A major part of President Bush's new plan to fight pandemic influenza is devoted to speeding development of modern technology to produce flu vaccines. He calls for the U.S. government to invest more than one-third of his $7 billion spending request on such novel processes, particularly one that makes flu vaccines more quickly by using the cells of mammals instead of the older, slower method of using chicken eggs.

Fears of an impending global flu pandemic have prompted biotechnology companies to step up research into faster ways to manufacture vaccines. Now, the Bush administration is asking Congress to spend nearly $3 billion to push the effort.

A vaccine contains a disease microbe, called an antigen, inactivated or weakened so that it is not infectious when injected into a person. The immune system sees the antigen as an enemy invader and rallies its troops, the white blood cells, to neutralize and kill it.

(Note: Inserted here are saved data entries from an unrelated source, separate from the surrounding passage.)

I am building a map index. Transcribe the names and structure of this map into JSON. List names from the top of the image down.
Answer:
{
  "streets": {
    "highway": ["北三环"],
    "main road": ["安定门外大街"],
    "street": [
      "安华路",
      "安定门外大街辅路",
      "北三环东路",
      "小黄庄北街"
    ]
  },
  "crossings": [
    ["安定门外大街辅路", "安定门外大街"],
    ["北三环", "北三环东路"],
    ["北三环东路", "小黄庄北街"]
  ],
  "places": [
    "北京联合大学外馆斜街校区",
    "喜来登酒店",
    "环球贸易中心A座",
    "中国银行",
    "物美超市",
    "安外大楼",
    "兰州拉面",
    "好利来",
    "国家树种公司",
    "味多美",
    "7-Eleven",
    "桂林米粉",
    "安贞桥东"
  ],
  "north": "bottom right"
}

A vaccine is essentially a training program that teaches the immune system what to look for when the real disease enters the body.

U.S. Health and Human Services Secretary Michael Leavitt told a Senate committee that the purpose of President Bush's new vaccine research program is to identify a large variety of promising new technologies.

"We'll begin to invest in those technologies in the first round, then we'll go back and say, 'Which of them continue to show promise after our first investments?' and we'll begin to narrow our investments. We are programming to have multiple providers and to utilize the best technologies that come from a wide range of starts," he said.

The traditional method of making flu vaccines relies on fertilized chicken eggs, a technology little changed since the 18th century. In this method, the most common strains of the virus are injected into eggs 11 days after fertilization and accumulates in the fluid surrounding the embryo. Each strain is grown in separate eggs. The embryo becomes infected and the virus multiplies. After several days of incubation, machines open the eggs and harvest the virus, which is purified, chemically inactivated, and used to produce vaccine.

Since it takes one or two eggs to make a single vaccine dose, many millions of eggs are needed to make a vaccine for a large population.

Another drawback is that the entire process is slow, taking up to nine months. But the director of the U.S. National Vaccine Program Office, physician Bruce Gellin, told the Senate panel that it is inexpensive and reliable.

"The concept here is that we have a tried and true methodology to make vaccines in that we know at the end of the line, it is the component of the vaccine that stimulates an immune response," said Dr. Gellin.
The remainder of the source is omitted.